DOWNING Street has refused to condemn comments from an adviser who once suggested enforcing the uptake of contraception to stop unplanned pregnancies “creating a permanent underclass”.

Boris Johnson is under mounting pressure to sack Andrew Sabisky, who was drafted in to Number 10 after the Prime Minister’s chief adviser, Dominic Cummings, called for “misfits and weirdos” to apply to advise the Government.

Labour said Number 10’s refusal to condemn the remarks was “disgusting”, while Scottish First Minister Nicola Sturgeon said the Government must “demonstrate some basic but fundamental values”.

Sabisky also reportedly once suggested that the benefits of a purported cognitive enhancer, which can prove fatal, are “probably worth a dead kid once a year”.

Writing on Cummings’ website in 2014, he said: “One way to get around the problems of unplanned pregnancies creating a permanent underclass would be to legally enforce universal uptake of long-term contraception at the onset of puberty.

“Vaccination laws give it a precedent, I would argue.”

He also suggested that black Americans have a lower average IQ than white Americans.

Cabinet reshuffleBoris Johnson’s key adviser, Dominic Cummings (David Mirzoeff/PA)

Downing Street repeatedly refused to say whether Johnson supported the views expressed by Sabisky on eugenics – the selective breeding of humans – or the IQ of black people.

A Number 10 spokesman said: “I’m not going to be commenting on individual appointments.”

The spokesman added: “The Prime Minister’s views on a range of subjects are well publicised and documented.”

Number 10 insiders insisted that Johnson did not support eugenics, but the Prime Minister has courted controversy with his views on IQ in the past.

In a speech in 2013 he said any discussion about equality had to take account of the fact that 16% of “our species” had an IQ below 85 while around 2% had an IQ above 130, adding: “The harder you shake the pack, the easier it will be for some cornflakes to get to the top.”

In 2000, while Johnson was editor of the Spectator, the magazine carried an article from columnist Taki which said: “On average, Orientals are slower to mature, less randy, less fertile, and have larger brains and higher IQ scores. Blacks are at the other pole, and whites fall somewhere in the middle, although closer to the Orientals than the blacks.”

Labour Party chairman Ian Lavery said: “It is disgusting that not only has Number 10 failed to condemn Andrew Sabisky’s appalling comments, but also seems to have endorsed the idea that white people are more intelligent than black people.
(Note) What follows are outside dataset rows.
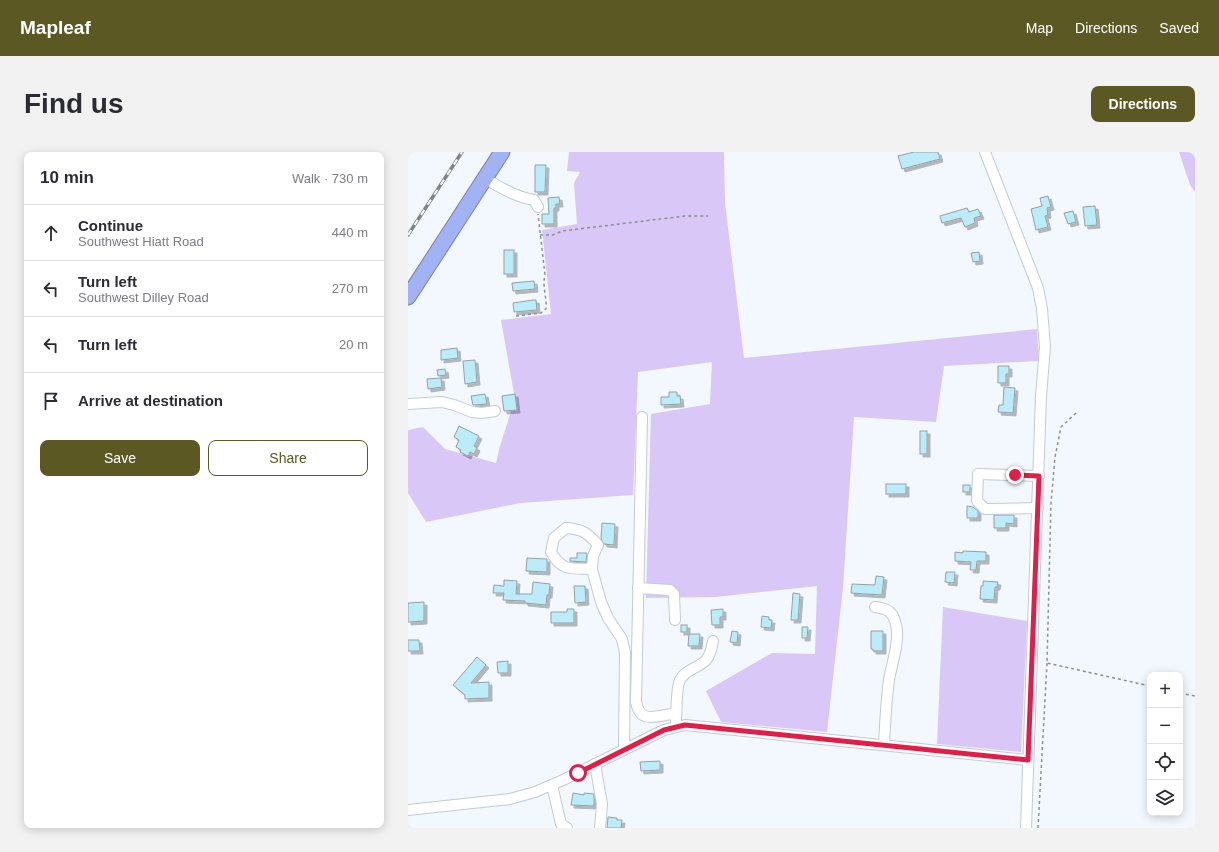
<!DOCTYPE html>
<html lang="en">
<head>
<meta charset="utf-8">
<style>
  body { margin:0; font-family:Arial,sans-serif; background:#f2f2f3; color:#2b2b33 }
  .controls { position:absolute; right:12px; bottom:12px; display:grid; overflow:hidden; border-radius:8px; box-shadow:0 2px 10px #0003 }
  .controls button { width:36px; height:36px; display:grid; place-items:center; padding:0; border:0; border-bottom:1px solid #e1e1e2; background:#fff; color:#2b2b33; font:20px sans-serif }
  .stop { position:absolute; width:12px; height:12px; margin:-9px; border:3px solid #e11d48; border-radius:50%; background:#fff }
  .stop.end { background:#e11d48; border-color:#fff; box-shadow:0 1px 4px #0008 }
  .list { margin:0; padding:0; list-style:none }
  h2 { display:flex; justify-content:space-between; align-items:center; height:52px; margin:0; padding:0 16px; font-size:17px }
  h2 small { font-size:13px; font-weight:400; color:#7c7c81 }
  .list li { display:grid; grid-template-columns:26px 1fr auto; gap:12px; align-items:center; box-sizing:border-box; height:56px; padding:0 16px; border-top:1px solid #e1e1e2 }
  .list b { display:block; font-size:15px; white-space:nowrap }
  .list p { margin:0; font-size:13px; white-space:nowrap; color:#7c7c81 }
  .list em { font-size:13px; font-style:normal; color:#7c7c81 }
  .actions { display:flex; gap:8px; padding:12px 16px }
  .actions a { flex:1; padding:9px 0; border:1px solid #5c5824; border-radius:8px; text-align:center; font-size:14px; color:#5c5824 }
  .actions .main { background:#5c5824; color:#fff }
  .icon { flex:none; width:22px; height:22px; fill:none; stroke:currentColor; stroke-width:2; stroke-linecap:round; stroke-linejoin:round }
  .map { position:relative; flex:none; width:787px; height:676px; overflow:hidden; border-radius:8px }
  header { display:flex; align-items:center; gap:24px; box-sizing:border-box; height:56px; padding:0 20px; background:#5c5824; color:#fff }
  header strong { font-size:19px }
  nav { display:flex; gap:22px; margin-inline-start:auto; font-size:14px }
  .intro { display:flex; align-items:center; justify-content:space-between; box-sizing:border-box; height:96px; padding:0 24px }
  h1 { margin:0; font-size:28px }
  .button { padding:10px 18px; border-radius:8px; background:#5c5824; color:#fff; font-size:14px; font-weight:700 }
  main { display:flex; gap:24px; padding:0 24px }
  aside { flex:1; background:#fff; border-radius:8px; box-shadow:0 2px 10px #0003 }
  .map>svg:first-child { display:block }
  .green { fill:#d8c7f7 }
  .building { fill:#bcebf9; stroke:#93a1a5; filter:url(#shadow) }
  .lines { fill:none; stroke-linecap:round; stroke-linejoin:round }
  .minor-casing { stroke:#c1cbd5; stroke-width:12 }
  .highway-casing { stroke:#7582ae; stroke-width:17 }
  .path { stroke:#8b9094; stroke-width:1.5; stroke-dasharray:3 3; stroke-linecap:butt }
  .minor { stroke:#fff; stroke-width:10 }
  .highway { stroke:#a1b2f5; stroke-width:15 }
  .rail-casing { stroke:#808489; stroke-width:3.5 }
  .rail { stroke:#fff; stroke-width:2; stroke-dasharray:6; stroke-linecap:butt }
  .route { stroke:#e11d48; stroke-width:5 }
</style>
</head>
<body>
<header>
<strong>Mapleaf</strong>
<nav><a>Map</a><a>Directions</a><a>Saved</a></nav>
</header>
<div class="intro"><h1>Find us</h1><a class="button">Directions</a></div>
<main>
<aside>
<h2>10 min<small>Walk · 730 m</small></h2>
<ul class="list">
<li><svg class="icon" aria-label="ahead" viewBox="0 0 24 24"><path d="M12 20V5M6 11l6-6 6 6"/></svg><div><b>Continue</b><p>Southwest Hiatt Road</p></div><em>440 m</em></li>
<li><svg class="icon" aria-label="left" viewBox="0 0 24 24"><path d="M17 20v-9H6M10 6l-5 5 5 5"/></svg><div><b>Turn left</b><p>Southwest Dilley Road</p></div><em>270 m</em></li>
<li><svg class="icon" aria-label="left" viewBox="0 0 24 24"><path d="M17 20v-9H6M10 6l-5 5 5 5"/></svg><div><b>Turn left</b></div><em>20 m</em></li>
<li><svg class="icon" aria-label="arrive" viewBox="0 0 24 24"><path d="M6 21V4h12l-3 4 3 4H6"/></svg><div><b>Arrive at destination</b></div></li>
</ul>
<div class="actions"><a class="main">Save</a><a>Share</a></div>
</aside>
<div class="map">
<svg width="787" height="676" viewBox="0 0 787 676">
  <defs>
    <filter id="shadow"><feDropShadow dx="3" dy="3" stdDeviation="0" flood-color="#0004"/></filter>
  </defs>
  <rect width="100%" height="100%" fill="#f2f8fe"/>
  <g class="green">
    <polygon points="161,0 316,0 317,51 336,206 629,177 631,209 536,214 528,270 446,265 435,435 419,580 313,570 298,539 364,501 407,502 409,434 307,445 238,446 243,262 302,252 304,210 230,220 225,343 112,351 18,370 0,341 0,278 15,275 37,297 88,311 92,294 107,247 93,168 143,162 134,78 169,72 166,31 172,20 159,19"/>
    <polygon points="771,0 787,0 787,40 782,33"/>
    <polygon points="535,455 619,469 613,600 529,592"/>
  </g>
  <g class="building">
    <polygon points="506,0 530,0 532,7 494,17 490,4"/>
    <polygon points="127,13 138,13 137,40 127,40"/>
    <polygon points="640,44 643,55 639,56 640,63 637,64 640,75 628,78 623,57 634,54 632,46"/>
    <polygon points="151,45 152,52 148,52 148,56 146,56 146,72 134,72 134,62 141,62 140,46"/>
    <polygon points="687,54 689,73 677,74 675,55"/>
    <polygon points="559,56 561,60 570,57 573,64 566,66 567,71 557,75 553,66 534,71 532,64"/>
    <polygon points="665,59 668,70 660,72 656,61"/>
    <rect x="96" y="98" width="10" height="24"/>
    <polygon points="571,100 572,109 565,110 563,101"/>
    <polygon points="126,129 127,137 105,139 104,131"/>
    <polygon points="125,148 128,148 129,158 106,160 105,151"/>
    <polygon points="49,196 50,206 33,208 33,198"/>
    <polygon points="67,208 69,230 57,232 55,209"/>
    <polygon points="590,214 601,214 601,222 598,222 598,231 590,231"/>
    <polygon points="37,217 38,223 30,224 29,218"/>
    <polygon points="33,226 34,235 20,237 19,227"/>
    <polygon points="596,235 607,236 605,261 590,260 591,253 595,253"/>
    <polygon points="261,240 269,240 269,244 272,244 273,252 253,253 253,245 261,245"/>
    <polygon points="77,242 79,252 65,253 63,244"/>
    <polygon points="107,242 109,258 96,259 94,244"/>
    <polygon points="51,274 71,284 66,294 69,296 66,302 62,300 60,304 52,300 53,298 48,295 51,288 46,285"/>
    <rect x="512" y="279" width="7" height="23"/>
    <rect x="478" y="332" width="20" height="10"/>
    <rect x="555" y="333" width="7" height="7"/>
    <polygon points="559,354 565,355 570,359 570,366 559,366"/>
    <polygon points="586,363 606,363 606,372 598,371 598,376 586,376"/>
    <polygon points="194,371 207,372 206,393 196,392 193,387"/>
    <polygon points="555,399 578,400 578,409 569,409 568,418 562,418 563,410 547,409 547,400 555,401"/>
    <polygon points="169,401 179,401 178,410 162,409 162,406 169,406"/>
    <polygon points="119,406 139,407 139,420 118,419"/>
    <polygon points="538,420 547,420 546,431 537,430"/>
    <polygon points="468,424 476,425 474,443 443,441 444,432 467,433"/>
    <polygon points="96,428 109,429 108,442 124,442 125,430 142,432 141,443 139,443 138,453 117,451 117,449 95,448 96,441 85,441 86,433 96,434"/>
    <polygon points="575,429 590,430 589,435 587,435 586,448 572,447 573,434 575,434"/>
    <polygon points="166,434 177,434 178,450 167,451"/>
    <polygon points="385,441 392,442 390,468 383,468"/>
    <polygon points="16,450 16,469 0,470 0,451"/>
    <polygon points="159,457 166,457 166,471 143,471 143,460 159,460"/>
    <polygon points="315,457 315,465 312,465 312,473 304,473 303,458"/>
    <polygon points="354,464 361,465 361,468 364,468 363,476 353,475"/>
    <rect x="273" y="473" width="6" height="7"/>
    <polygon points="394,475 400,475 399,486 394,486"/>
    <polygon points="324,479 330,480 329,491 322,490"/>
    <polygon points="463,479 475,479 475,499 465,499 465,497 463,497"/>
    <polygon points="281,482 292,482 291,494 280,494"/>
    <polygon points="0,488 11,488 12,499 0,499"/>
    <polygon points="69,505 78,513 63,531 81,530 81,546 57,547 57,543 45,533"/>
    <polygon points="100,509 100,521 90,521 89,510"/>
    <polygon points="252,609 252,618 233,619 232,610"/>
    <polygon points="165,641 176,643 176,641 186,642 186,654 163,653"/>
    <polygon points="200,665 209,666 209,668 214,668 213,676 199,676"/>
  </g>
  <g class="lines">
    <g class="minor-casing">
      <g id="minor">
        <polyline points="577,0 630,136 634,157 637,195 633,244 618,676"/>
        <path d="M77 26C92 36 108 45 126 48L130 55"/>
        <polyline points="0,252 34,250 46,253 64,260 74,261 87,259"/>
        <path d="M234 265 228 550C232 572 247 564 264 562L268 566V575"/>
        <polyline points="630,356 577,357 569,349 570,322 631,324"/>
        <path d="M184 417C164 416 154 420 143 400L146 386 158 376C174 377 180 381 190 393L185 404 184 417 193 450 200 466 214 487 217 501 216 598"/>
        <polyline points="230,436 262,438 266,442 267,468"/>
        <path d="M467 455C474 456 481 457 485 464 495 483 484 509 481 528 478 550 477 572 476 593"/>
        <path d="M268 566C269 557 268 536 272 528 277 517 292 516 299 507 303 501 304 495 305 489"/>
        <polyline points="187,612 194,652 192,676"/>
        <polyline points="144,633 153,672 159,676"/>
        <polyline points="0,658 102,647 127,640 155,628 256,578 277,573 620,608"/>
      </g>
    </g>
    <g class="highway-casing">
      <polyline id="highway" points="0,145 94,0"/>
    </g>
    <g class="path">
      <polyline points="132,83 145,83 154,79 277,64 300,64"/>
      <path d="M108 164 133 161 138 157C139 145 134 135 137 123L130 62"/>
      <polyline points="668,261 653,275 647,305 643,351 639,511 742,534"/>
      <polyline points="772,541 787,544"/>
      <polyline points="630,676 639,511"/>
    </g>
    <use href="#minor" class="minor"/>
    <use href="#highway" class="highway"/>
    <g class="rail-casing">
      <polyline id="rail" points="0,83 54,0"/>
    </g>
    <use href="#rail" class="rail"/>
  </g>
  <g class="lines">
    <polyline class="route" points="170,621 256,578 277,573 620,608 631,324 607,323"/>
  </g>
</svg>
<div class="controls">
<button>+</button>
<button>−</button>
<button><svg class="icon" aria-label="locate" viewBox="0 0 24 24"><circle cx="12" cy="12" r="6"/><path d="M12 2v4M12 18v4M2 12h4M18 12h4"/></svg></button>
<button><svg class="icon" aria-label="layers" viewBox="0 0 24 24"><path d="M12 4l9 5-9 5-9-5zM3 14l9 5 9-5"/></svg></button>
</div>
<div class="stop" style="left:170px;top:621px"></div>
<div class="stop end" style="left:607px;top:323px"></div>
</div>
</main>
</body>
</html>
“Boris Johnson should have the backbone to make a statement in his own words on why he has made this appointment, whether he stands by it, and his own views on the subject of eugenics.”

Sturgeon said: “These are really not acceptable headlines for any government to be generating (or allowing to be generated).

“They need to get a grip fast and demonstrate some basic but fundamental values in the terms of our public debate.”

Geneticist and broadcaster Dr Adam Rutherford also criticised the comments, writing on Twitter: “Like Cummings, he appears to be bewitched by science, without having made the effort to understand the areas he is invoking, nor its history.”

He said the “moral repugnance” of the remarks was “overwhelming”, adding: “I am all for scientifically minded people advising government. In fact, I am all for scientists advising government. From this perspective, Sabisky, and indeed Cummings, look bewitched by science without doing the legwork.

“Instead, this resembles the marshalling of misunderstood or specious science into a political ideology. The history here is important, because this process is exactly what happened at the birth of scientific racism and the birth of eugenics.”

It is understood that special advisers are prepared to boycott meetings where Sabisky is present and refuse to reply to any emails he sends.